OSLO, Dec 5 (Reuters) - Norwegian energy firm Statoil extended the suspension of three drilling rigs on Friday as it battles to cut costs in the face of shrinking margins, squeezed by a 35 percent drop in crude oil prices since June.
Statoil, which had suspended more than a third of its exploration fleet this year, is upping its efforts to preserve cash having already been selling assets to pay for investments and dividends even when oil was over $100 per barrel.
The group signed contracts for many of its rigs at the top of the market for near record prices, but is suspending the rigs just as market rates tumble, making it impossible to sublet the vessels.
"When the rig contracts were signed it was challenging to ensure sufficient rig capacity," Statoil procurement chief Jon Arnt Jacobsen said in a statement. "Today the activity is facing lower margins, a generally high cost level and subsequent lower profitability."
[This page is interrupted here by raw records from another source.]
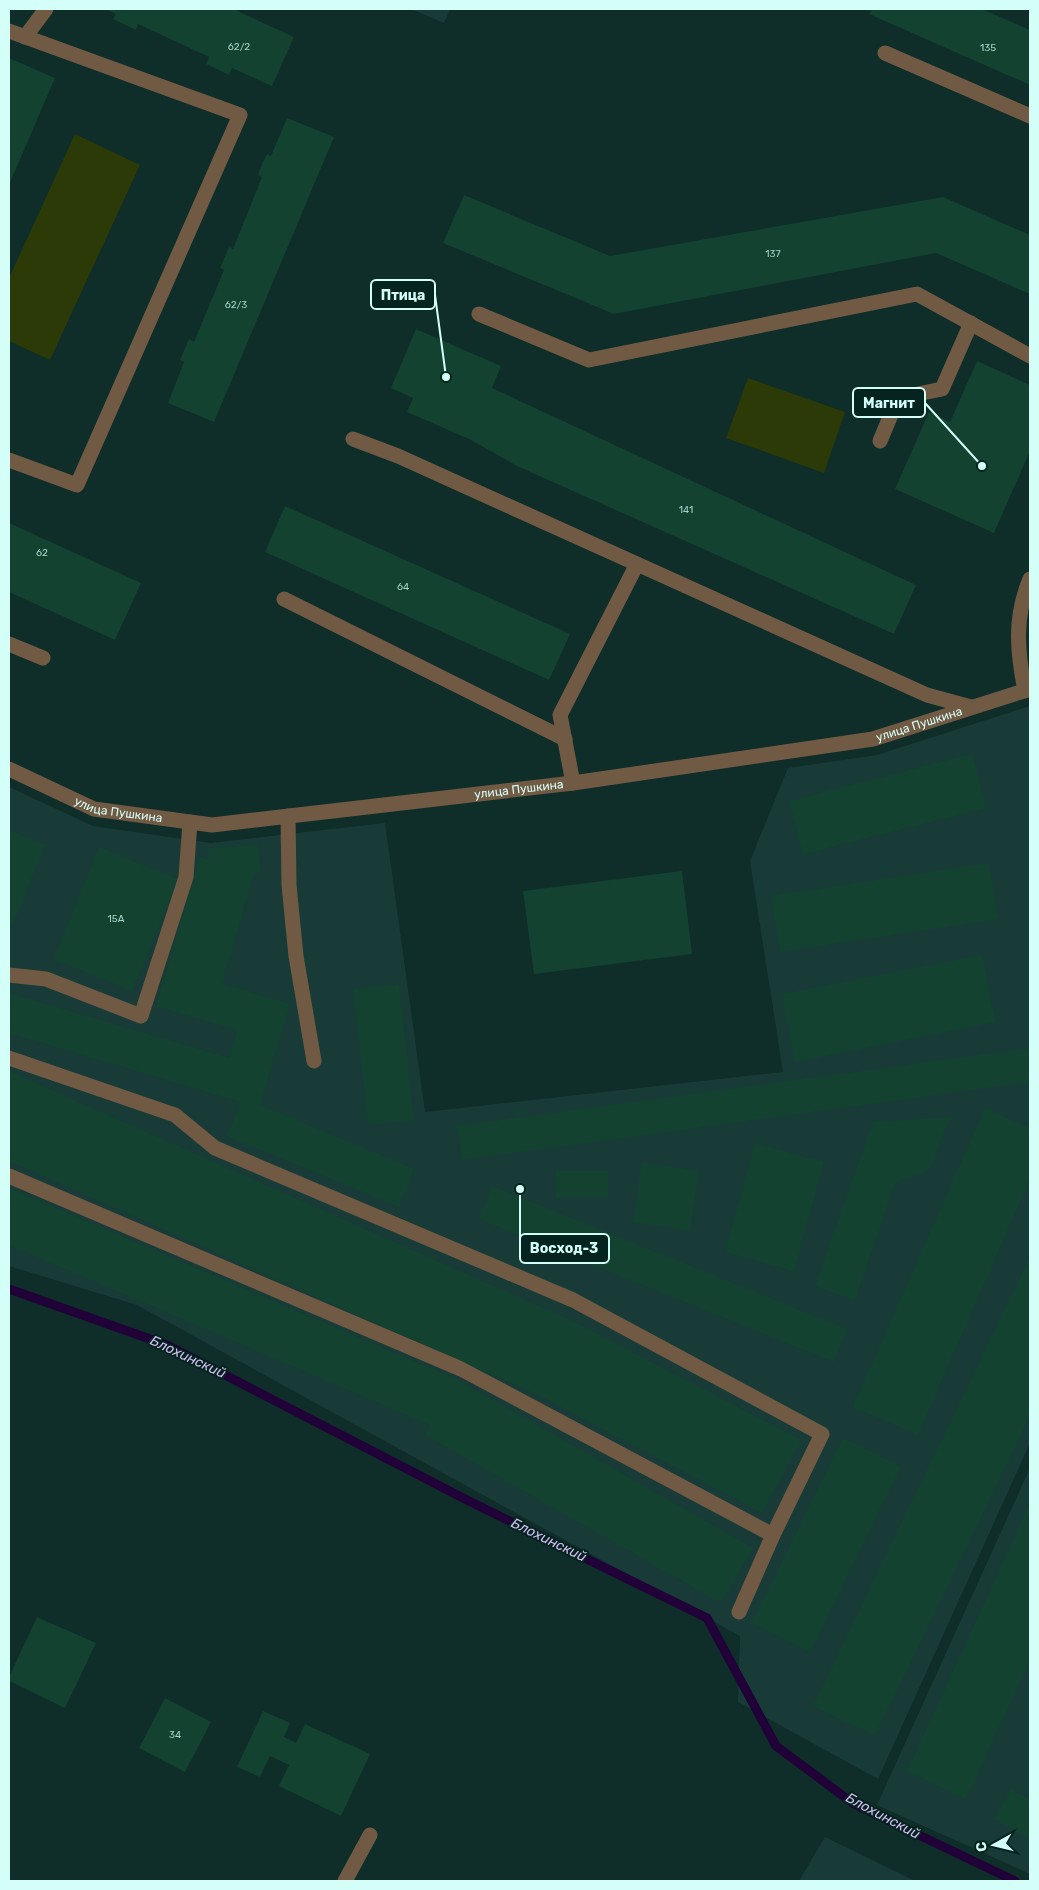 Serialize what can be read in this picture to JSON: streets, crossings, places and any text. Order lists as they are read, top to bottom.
{
  "streets": {
    "street": ["улица Пушкина"]
  },
  "water": ["Блохинский"],
  "places": ["Птица", "Магнит", "Восход-3"],
  "house_numbers": [
    "62/2",
    "135",
    "137",
    "62/3",
    "141",
    "62",
    "64",
    "15А",
    "34"
  ],
  "north": "left"
}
Statoil has also struggled with poor exploration results this year, as key wells in Angola, the Gulf of Mexico and the Norwegian Arctic disappointed.
Among individual rigs, Statoil said it would suspend COSL's Pioneer for another seven moths, Saipem's Scarabeo 5 by another month and a half and Songa's Trym for another month.
All three were earlier suspended until the end of the year.
Statoil will continue to operate 10 exploration rigs with five in Norway and five abroad.
Statoil gave no financial details of the impact of the suspensions but Songa earlier said it would pay 75 percent of the day rate for its rig during the suspension. Statoil added that the Songa rig could be brought back into service sooner.